*** Entries shown ***

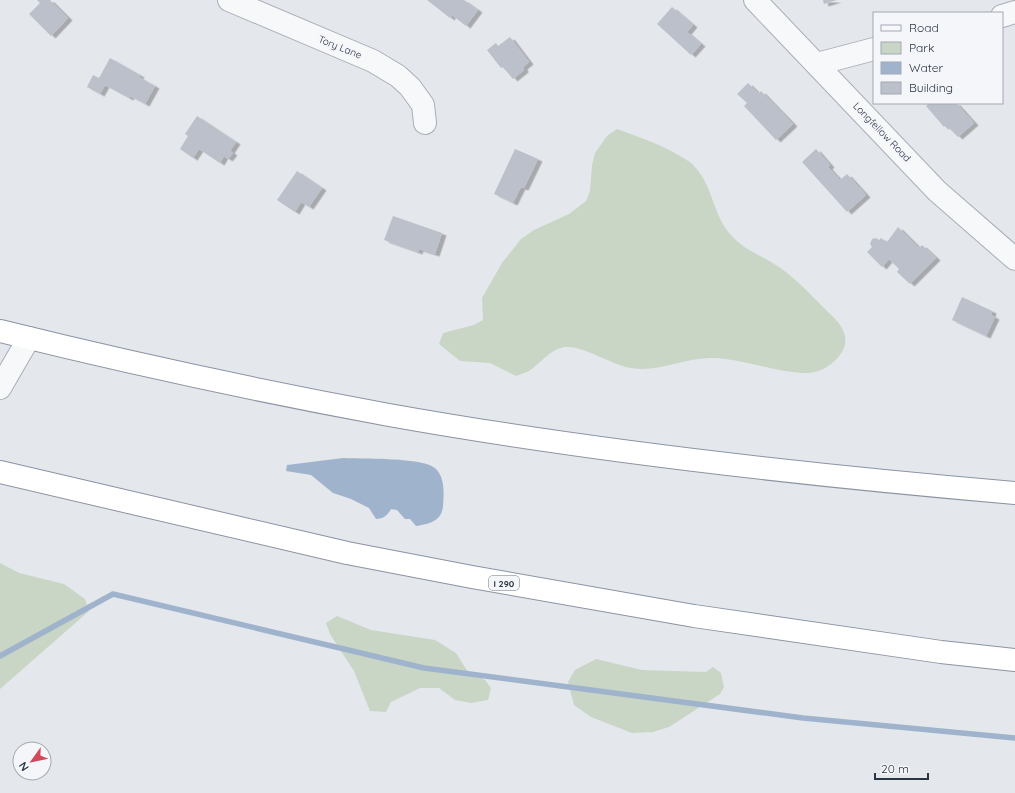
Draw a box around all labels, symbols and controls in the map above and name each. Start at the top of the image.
legend [873,12,1003,104]
text: Road [909,20,939,35]
street label: Tory Lane [316,32,364,62]
text: Park [909,40,934,55]
text: Water [909,60,944,75]
text: Building [909,80,953,95]
street label: Longfellow Road [850,99,914,165]
road number: I 290 [489,576,519,590]
north arrow [12,741,52,781]
scale bar [875,755,928,781]
text: N [16,759,32,774]
text: 20 m [881,761,909,776]

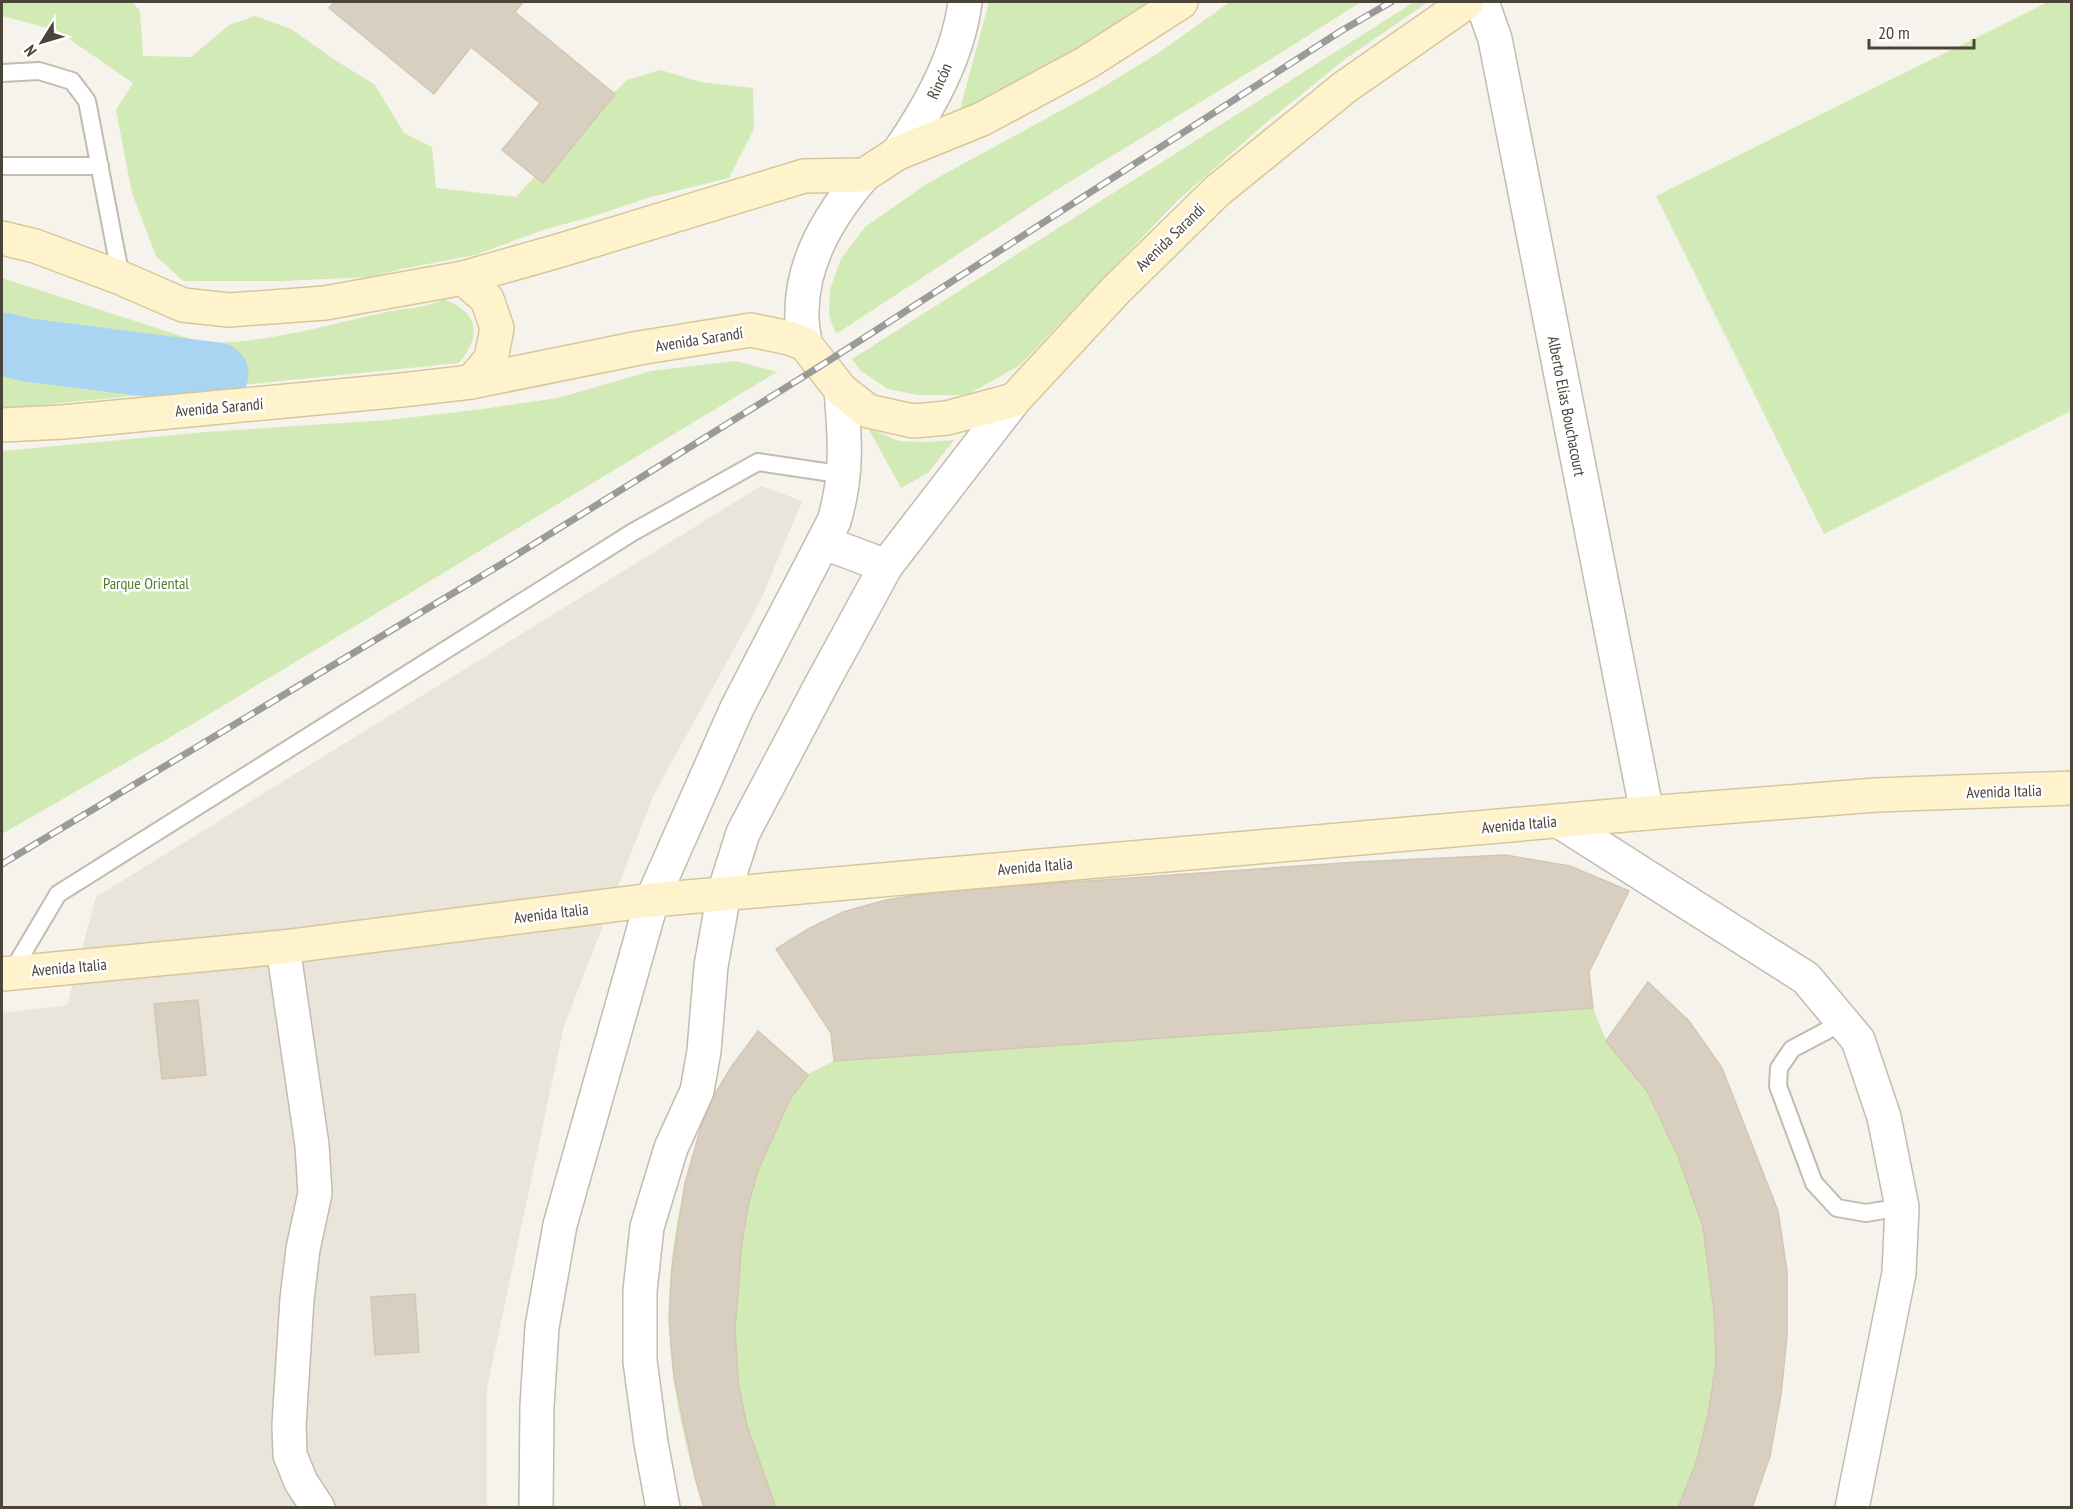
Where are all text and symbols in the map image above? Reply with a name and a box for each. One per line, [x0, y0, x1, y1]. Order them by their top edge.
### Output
north arrow [12, 12, 72, 72]
scale bar [1869, 12, 1974, 50]
text: 20 m [1878, 21, 1910, 44]
text: N [19, 42, 41, 60]
street label: Rincón [922, 60, 956, 102]
street label: Avenida Sarandí [1131, 199, 1209, 275]
street label: Avenida Sarandí [654, 322, 745, 356]
street label: Alberto Elías Bouchacourt [1544, 334, 1591, 478]
street label: Avenida Sarandí [174, 393, 265, 421]
park label: Parque Oriental [103, 573, 189, 593]
street label: Avenida Italia [1966, 780, 2042, 802]
street label: Avenida Italia [1481, 811, 1557, 837]
street label: Avenida Italia [997, 853, 1073, 879]
street label: Avenida Italia [512, 898, 590, 928]
street label: Avenida Italia [31, 954, 107, 980]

*** End of Entries shown ***

### To do
Output each line exactly as shown above; no pictures go in the copy.

### Solved problem
Draw a box around all labels, symbols and controls in the map above and name each. Start at the top of the image.
legend [873,12,1003,104]
text: Road [909,20,939,35]
street label: Tory Lane [316,32,364,62]
text: Park [909,40,934,55]
text: Water [909,60,944,75]
text: Building [909,80,953,95]
street label: Longfellow Road [850,99,914,165]
road number: I 290 [489,576,519,590]
north arrow [12,741,52,781]
scale bar [875,755,928,781]
text: N [16,759,32,774]
text: 20 m [881,761,909,776]

Where are all text and symbols in the map image above? Reply with a name and a box for each. One per line, [x0, y0, x1, y1]. Order them by their top edge.
### Output
north arrow [12, 12, 72, 72]
scale bar [1869, 12, 1974, 50]
text: 20 m [1878, 21, 1910, 44]
text: N [19, 42, 41, 60]
street label: Rincón [922, 60, 956, 102]
street label: Avenida Sarandí [1131, 199, 1209, 275]
street label: Avenida Sarandí [654, 322, 745, 356]
street label: Alberto Elías Bouchacourt [1544, 334, 1591, 478]
street label: Avenida Sarandí [174, 393, 265, 421]
park label: Parque Oriental [103, 573, 189, 593]
street label: Avenida Italia [1966, 780, 2042, 802]
street label: Avenida Italia [1481, 811, 1557, 837]
street label: Avenida Italia [997, 853, 1073, 879]
street label: Avenida Italia [512, 898, 590, 928]
street label: Avenida Italia [31, 954, 107, 980]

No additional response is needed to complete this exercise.